Donoghue reinforced the importance of research when writing and exploring different ideas for books. Donoghue made clear to students that she researched several disturbing stories in the run up to writing Room, ones that she would never be able to unsee, all in aid of portraying authenticity. These included exploring stories on feral children, the Joseph Fritzl case and interestingly she considered the effects of abduction on families whose children go missing.

When probed on why she decided on a mother/son relationship for her main characters instead of father/daughter, Donoghue declared. ''Ah! Students ask the best questions! I love going to universities. No journalist has ever asked me that.'' Donoghue revealed that she wrestled with this decision, choosing Ma and Jack as her lead characters in link to her primary source of inspiration - her own son. She decided to take notes for about six months and study her five-year-old sons’ speech, jotting down almost everything he said and did. Jokingly, she noted that now her fourteen-year-old sees himself as quite something, with direct quotes she used in the book coming straight from his infant lips.

Donoghue’s inspiration for Room came from the joys and complexities of being a mother and also to the thoughts and ideas that come to her while driving. ‘‘I’ve always been an anxious driver, but one day the idea just came to me. I could see it all in my head.’’ Donoghue reminded English and creative writing students to always take notes, to consistently write wherever they may be. She recommended taking notes in your phone, or in a small notebook because ‘‘at least you’ve written something.’’

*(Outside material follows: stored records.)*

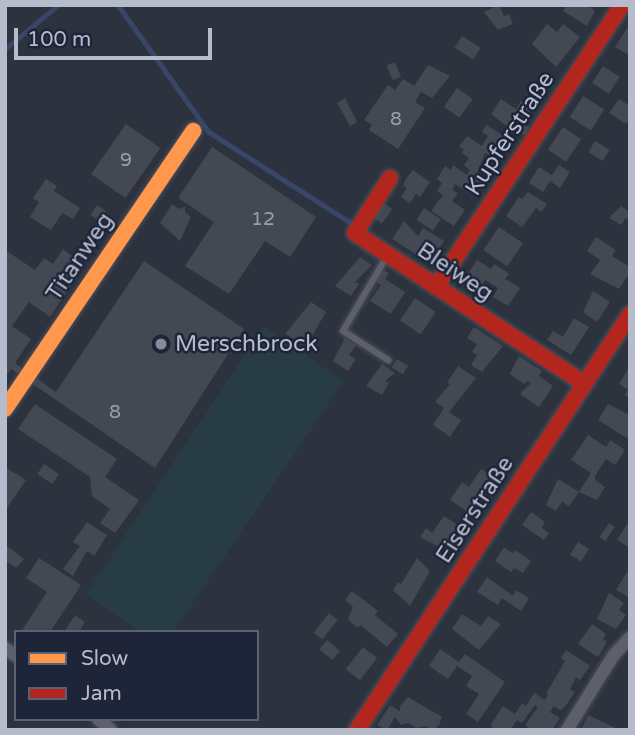 <!DOCTYPE html>
<html>
<head>
<meta charset="utf-8">
<style>
	body { margin:0 }
	#map { position:relative; width:635px; height:735px; overflow:hidden; background:#2c323e; font-family:"Varela Round",sans-serif }
	div>[style] { position:absolute }
	[style*='--x'] { left:calc(var(--x)*1px); top:calc(var(--y)*1px); width:calc(var(--w)*1px); rotate:calc(var(--a)*1deg) }
	.green>* { inset:0; background:#283c44 }
	.stream>* { height:4.5px; margin:-2.25px; padding:0 2.25px; transform-origin:2.25px; border-radius:2.25px; background:#39466a }
	.building>* { inset:0; background:#444853; transform-origin:0 0 }
	.roads { filter:drop-shadow(0 0 2px #4b4e58) drop-shadow(0 0 2px #4b4e58) }
	.lane>* { height:6px; margin:-3px; padding:0 3px; transform-origin:3px; border-radius:3px; background:#5d606b }
	.street>* { height:12px; margin:-6px; padding:0 6px; transform-origin:6px; border-radius:6px; background:#5d606b }
	.slow>* { height:16px; margin:-8px; padding:0 8px; transform-origin:8px; border-radius:8px; background:#ff974d }
	.jam>* { height:16px; margin:-8px; padding:0 8px; transform-origin:8px; border-radius:8px; background:#b3261e }
	.dots>* { width:19px; height:19px; translate:-50% -50%; box-sizing:border-box; border:4px solid #1e2539; border-radius:50% }
	span { translate:-50% -50%; white-space:nowrap; text-align:center; line-height:1.15; -webkit-text-stroke:5px #1e2539; paint-order:stroke }
	.number-label { font-size:19px; color:#9a9fae }
	.number-label span { -webkit-text-stroke-width:0 }
	.street-label { font-size:23px; color:#b7bccd }
	.poi-label { font-size:23px; color:#b7bccd }
	.left { translate:0 -50%; text-align:left }
	.frame { position:absolute; inset:0; border:7px solid #b7bccd; pointer-events:none }
	.legend { position:absolute; left:14px; top:630px; width:245px; height:91px; box-sizing:border-box; background:#1e2539; border:2px solid #5b6174; margin:0; padding:9px 12px; list-style:none; font-size:21px; color:#b7bccd }
	.legend li { display:flex; align-items:center; gap:14px; height:35px }
	.legend b { width:35px; border:2px solid #5b6174 }
	.scale { position:absolute; left:14px; top:28px; width:198px; height:32px; box-sizing:border-box; border:4px solid #b7bccd; border-top:0; padding-left:9px; font-size:21px; line-height:24px; white-space:nowrap; color:#b7bccd; -webkit-text-stroke:5px #1e2539; paint-order:stroke }
</style>
</head>
<body>
<div id="map">
	<div class="green">
		<div style="clip-path:polygon(264px 326px,344px 381px,173px 632px,140px 632px,86px 594px)"></div>
	</div>
	<div class="stream">
		<div style="--x:118;--y:5;--w:156;--a:54.4"></div>
		<div style="--x:209;--y:132;--w:167;--a:32.6"></div>
		<div style="--x:5;--y:49;--w:69;--a:-39.7"></div>
	</div>
	<div class="building">
		<div style="clip-path:polygon(499px 5px,504px 16px,509px 14px,513px 24px,498px 30px,484px 12px)"></div>
		<div style="clip-path:polygon(567px 5px,587px 5px,595px 11px,587px 26px,563px 11px)"></div>
		<div style="clip-path:polygon(547px 24px,557px 32px,563px 24px,580px 37px,556px 67px,532px 44px)"></div>
		<div style="clip-path:polygon(628px 27px,630px 28px,630px 56px,615px 47px)"></div>
		<div style="left:462px;top:36px;width:22px;height:14px;rotate:32deg"></div>
		<div style="left:395px;top:62px;width:16px;height:9px;rotate:68deg"></div>
		<div style="clip-path:polygon(428px 65px,450px 76px,432px 98px,421px 92px,415px 102px,425px 108px,398px 149px,369px 130px,372px 125px,364px 120px,388px 85px,395px 90px,403px 79px,414px 86px)"></div>
		<div style="left:603px;top:66px;width:20px;height:20px;rotate:33deg"></div>
		<div style="left:457px;top:88px;width:19px;height:23px;rotate:35deg"></div>
		<div style="left:583px;top:96px;width:25px;height:25px;rotate:32deg"></div>
		<div style="clip-path:polygon(345px 98px,357px 122px,350px 126px,337px 103px)"></div>
		<div style="clip-path:polygon(501px 99px,516px 109px,521px 101px,532px 109px,521px 122px,529px 128px,525px 135px,514px 132px,491px 114px)"></div>
		<div style="clip-path:polygon(619px 99px,630px 106px,630px 118px,626px 124px,609px 113px)"></div>
		<div style="left:126px;top:124px;width:42px;height:61px;rotate:35deg"></div>
		<div style="clip-path:polygon(486px 125px,509px 139px,497px 160px,485px 153px,477px 173px,485px 179px,474px 196px,455px 184px,452px 190px,458px 193px,452px 201px,465px 210px,454px 226px,431px 211px,443px 195px,437px 191px,442px 183px,437px 179px,445px 166px,451px 170px,453px 165px,467px 175px,470px 170px,464px 165px,469px 158px,462px 153px,464px 149px,459px 147px,467px 136px,482px 146px,488px 136px,482px 132px)"></div>
		<div style="left:563px;top:127px;width:22px;height:27px;rotate:34deg"></div>
		<div style="left:595px;top:141px;width:17px;height:13px;rotate:31deg"></div>
		<div style="clip-path:polygon(212px 147px,316px 217px,290px 257px,265px 241px,229px 294px,185px 266px,214px 222px,178px 198px)"></div>
		<div style="clip-path:polygon(559px 165px,570px 172px,560px 188px,550px 181px,543px 192px,529px 183px,539px 167px,552px 175px)"></div>
		<div style="clip-path:polygon(413px 170px,430px 182px,420px 197px,416px 194px,410px 203px,401px 197px,407px 188px,403px 186px,405px 180px)"></div>
		<div style="clip-path:polygon(46px 179px,57px 186px,54px 191px,80px 208px,73px 219px,62px 213px,51px 230px,30px 217px,39px 202px,33px 198px)"></div>
		<div style="clip-path:polygon(528px 192px,547px 204px,541px 212px,536px 208px,522px 227px,506px 216px,519px 197px,522px 199px)"></div>
		<div style="left:381px;top:201px;width:14px;height:18px;rotate:36deg"></div>
		<div style="clip-path:polygon(172px 204px,179px 209px,185px 206px,185px 212px,191px 217px,180px 241px,160px 223px)"></div>
		<div style="left:97px;top:205px;width:11px;height:12px;rotate:34deg"></div>
		<div style="clip-path:polygon(621px 206px,630px 212px,630px 221px,626px 218px,621px 225px,609px 218px)"></div>
		<div style="left:424px;top:208px;width:20px;height:14px;rotate:33deg"></div>
		<div style="clip-path:polygon(404px 221px,418px 236px,423px 228px,444px 241px,430px 263px,392px 239px)"></div>
		<div style="left:499px;top:227px;width:29px;height:28px;rotate:34deg"></div>
		<div style="clip-path:polygon(596px 237px,616px 250px,612px 256px,630px 267px,630px 273px,619px 289px,590px 274px,600px 260px,587px 251px)"></div>
		<div style="clip-path:polygon(63px 249px,83px 265px,76px 278px,50px 317px,29px 302px,12px 326px,31px 339px,15px 363px,56px 392px,144px 261px,244px 329px,155px 468px,11px 369px,5px 378px,5px 250px,35px 270px,44px 258px,53px 264px)"></div>
		<div style="clip-path:polygon(360px 257px,372px 265px,355px 282px,359px 284px,351px 296px,335px 286px)"></div>
		<div style="clip-path:polygon(477px 260px,491px 269px,494px 264px,502px 269px,509px 274px,505px 279px,520px 288px,508px 306px,493px 297px,498px 288px,485px 280px,480px 288px,465px 278px)"></div>
		<div style="clip-path:polygon(383px 270px,389px 273px,385px 279px,405px 292px,391px 314px,370px 301px,381px 285px,376px 281px)"></div>
		<div style="clip-path:polygon(593px 291px,610px 302px,597px 322px,583px 312px)"></div>
		<div style="left:415px;top:298px;width:25px;height:27px;rotate:34deg"></div>
		<div style="clip-path:polygon(311px 302px,326px 312px,306px 346px,285px 334px)"></div>
		<div style="clip-path:polygon(574px 318px,589px 327px,571px 355px,547px 340px,553px 331px,563px 337px)"></div>
		<div style="clip-path:polygon(474px 327px,503px 346px,482px 372px,471px 365px,477px 355px,472px 352px,477px 344px,467px 338px)"></div>
		<div style="clip-path:polygon(345px 338px,356px 345px,349px 355px,356px 359px,348px 371px,333px 361px)"></div>
		<div style="clip-path:polygon(519px 356px,542px 371px,539px 376px,553px 386px,539px 407px,520px 394px,531px 383px,527px 381px,524px 384px,510px 374px)"></div>
		<div style="left:397px;top:359px;width:13px;height:10px;rotate:32deg"></div>
		<div style="clip-path:polygon(382px 364px,395px 373px,385px 381px,389px 383px,382px 395px,366px 386px)"></div>
		<div style="clip-path:polygon(458px 366px,476px 378px,449px 412px,461px 420px,450px 437px,433px 425px,444px 408px,435px 402px,450px 384px,447px 383px)"></div>
		<div style="clip-path:polygon(630px 366px,630px 399px,625px 395px,628px 390px,619px 384px)"></div>
		<div style="clip-path:polygon(35px 404px,117px 459px,105px 477px,139px 500px,115px 533px,100px 523px,110px 509px,92px 496px,90px 477px,18px 429px)"></div>
		<div style="clip-path:polygon(608px 404px,630px 415px,630px 440px,598px 420px)"></div>
		<div style="clip-path:polygon(588px 435px,606px 447px,610px 440px,625px 450px,615px 465px,606px 459px,595px 476px,595px 480px,605px 487px,597px 500px,579px 492px,591px 473px,571px 460px)"></div>
		<div style="left:44px;top:464px;width:18px;height:12px;rotate:34deg"></div>
		<div style="clip-path:polygon(5px 467px,26px 480px,5px 511px)"></div>
		<div style="clip-path:polygon(481px 469px,492px 476px,469px 513px,450px 500px,462px 482px,469px 487px)"></div>
		<div style="clip-path:polygon(558px 479px,579px 492px,569px 506px,562px 502px,556px 511px,546px 505px)"></div>
		<div style="clip-path:polygon(531px 512px,545px 522px,542px 528px,549px 533px,544px 540px,522px 525px)"></div>
		<div style="clip-path:polygon(444px 516px,458px 525px,452px 536px,455px 538px,447px 549px,443px 549px,420px 537px,426px 528px,432px 533px)"></div>
		<div style="clip-path:polygon(630px 520px,630px 548px,617px 540px)"></div>
		<div style="clip-path:polygon(87px 522px,107px 535px,94px 556px,87px 551px,73px 576px,63px 569px,80px 546px,73px 542px)"></div>
		<div style="left:609px;top:523px;width:7px;height:17px;rotate:34deg"></div>
		<div style="left:578px;top:542px;width:13px;height:15px;rotate:32deg"></div>
		<div style="clip-path:polygon(7px 546px,24px 559px,16px 568px,5px 560px)"></div>
		<div style="clip-path:polygon(504px 547px,512px 553px,515px 550px,531px 561px,523px 573px,514px 568px,511px 572px,495px 561px)"></div>
		<div style="clip-path:polygon(39px 558px,81px 585px,50px 632px,21px 632px,47px 592px,26px 578px)"></div>
		<div style="clip-path:polygon(417px 558px,430px 571px,410px 606px,393px 590px,398px 582px,401px 584px)"></div>
		<div style="clip-path:polygon(627px 572px,630px 574px,630px 598px,616px 590px)"></div>
		<div style="clip-path:polygon(487px 577px,513px 596px,516px 590px,529px 598px,521px 611px,502px 598px,498px 605px,477px 592px)"></div>
		<div style="clip-path:polygon(352px 591px,378px 611px,375px 615px,398px 634px,387px 647px,361px 625px,358px 628px,348px 619px,353px 607px,345px 600px)"></div>
		<div style="clip-path:polygon(609px 593px,624px 603px,619px 610px,626px 615px,616px 629px,597px 619px)"></div>
		<div style="left:329px;top:613px;width:11px;height:25px;rotate:38deg"></div>
		<div style="clip-path:polygon(462px 614px,481px 626px,488px 616px,501px 624px,479px 650px,452px 629px)"></div>
		<div style="clip-path:polygon(75px 615px,85px 622px,79px 632px,64px 632px)"></div>
		<div style="clip-path:polygon(592px 624px,606px 634px,603px 639px,607px 642px,598px 657px,578px 644px)"></div>
		<div style="left:327px;top:640px;width:17px;height:12px;rotate:40deg"></div>
		<div style="left:363px;top:647px;width:18px;height:28px;rotate:38deg"></div>
		<div style="clip-path:polygon(440px 649px,459px 662px,465px 654px,505px 682px,478px 722px,466px 714px,479px 694px,466px 686px,472px 676px,457px 666px,448px 679px,429px 666px)"></div>
		<div style="clip-path:polygon(566px 650px,590px 666px,580px 680px,576px 677px,570px 689px,575px 692px,565px 707px,560px 710px,554px 706px,550px 712px,560px 718px,552px 730px,532px 730px,525px 725px,538px 707px,535px 705px,522px 723px,517px 720px,510px 730px,496px 730px,490px 726px,503px 706px,515px 714px,522px 703px,526px 706px,534px 693px,545px 700px,548px 695px,546px 694px,565px 661px,561px 658px)"></div>
		<div style="clip-path:polygon(408px 697px,442px 717px,439px 725px,433px 730px,425px 726px,417px 728px,408px 723px,401px 725px,395px 717px,387px 730px,377px 725px,390px 705px,400px 711px,400px 706px)"></div>
		<div style="clip-path:polygon(588px 715px,609px 725px,620px 730px,581px 730px)"></div>
	</div>
	<div class="roads">
		<div class="lane">
			<div style="--x:387;--y:256;--w:87;--a:120.4"></div>
			<div style="--x:343;--y:331;--w:54;--a:32.8"></div>
		</div>
		<div class="street">
			<div style="--x:5;--y:648;--w:14;--a:36"></div>
			<div style="--x:98;--y:719;--w:17;--a:40"></div>
			<div style="--x:567;--y:730;--w:87;--a:-58.1"></div>
			<div style="--x:613;--y:656;--w:25;--a:-48"></div>
		</div>
		<div class="slow">
			<div style="--x:5;--y:409;--w:336;--a:-55.9"></div>
		</div>
		<div class="jam">
			<div style="--x:390;--y:178;--w:65;--a:122.5"></div>
			<div style="--x:355;--y:233;--w:275;--a:33.3"></div>
			<div style="--x:436;--y:287;--w:338;--a:-56.6"></div>
			<div style="--x:357;--y:730;--w:498;--a:-56.7"></div>
		</div>
	</div>
	<div class="dots">
		<div style="left:161px;top:344px;background:#868c9b"></div>
	</div>
	<div class="number-label">
		<span style="left:396px;top:120px">8</span>
		<span style="left:126px;top:161px">9</span>
		<span style="left:263px;top:220px">12</span>
		<span style="left:115px;top:413px">8</span>
	</div>
	<div class="street-label">
		<span style="left:510px;top:134px;rotate:-57deg">Kupferstraße</span>
		<span style="left:80px;top:257px;rotate:-56deg">Titanweg</span>
		<span style="left:455px;top:272px;rotate:34deg">Bleiweg</span>
		<span style="left:475px;top:510px;rotate:-57deg">Eiserstraße</span>
	</div>
	<div class="poi-label">
		<span class="left" style="left:175px;top:344px">Merschbrock</span>
	</div>
	<div class="frame"></div>
	<ul class="legend">
	<li><b style="height:9px;background:#ff974d"></b>Slow</li>
	<li><b style="height:9px;background:#b3261e"></b>Jam</li>
	</ul>
	<div class="scale">100 m</div>
</div>
</body>
</html>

Furthermore, she recommended that if any writer is ever offered a movie deal, that they ought to write the screenplay themselves. Donoghue invested in this story so much so, that she wrote the screen play before the book was finally published, simply to put herself in a stronger position if the book were to ever be a success. She felt she owed her readers a great film too, and so picked film director Lenny Abrahamson to work closely with after he wowed her with a ten-page letter on his understanding of the book.

There was definite fulfilment in the air when the one hour event was announced over, but Donoghue ended the Q&A session with a generous book signing, and answered further questions for students. If you missed the event, and you haven’t read Room, I’d highly recommend it. Read it with an open mind, and if possible in one sitting. When you’re done, I’m sure the world will seem altered slightly and maybe bigger too.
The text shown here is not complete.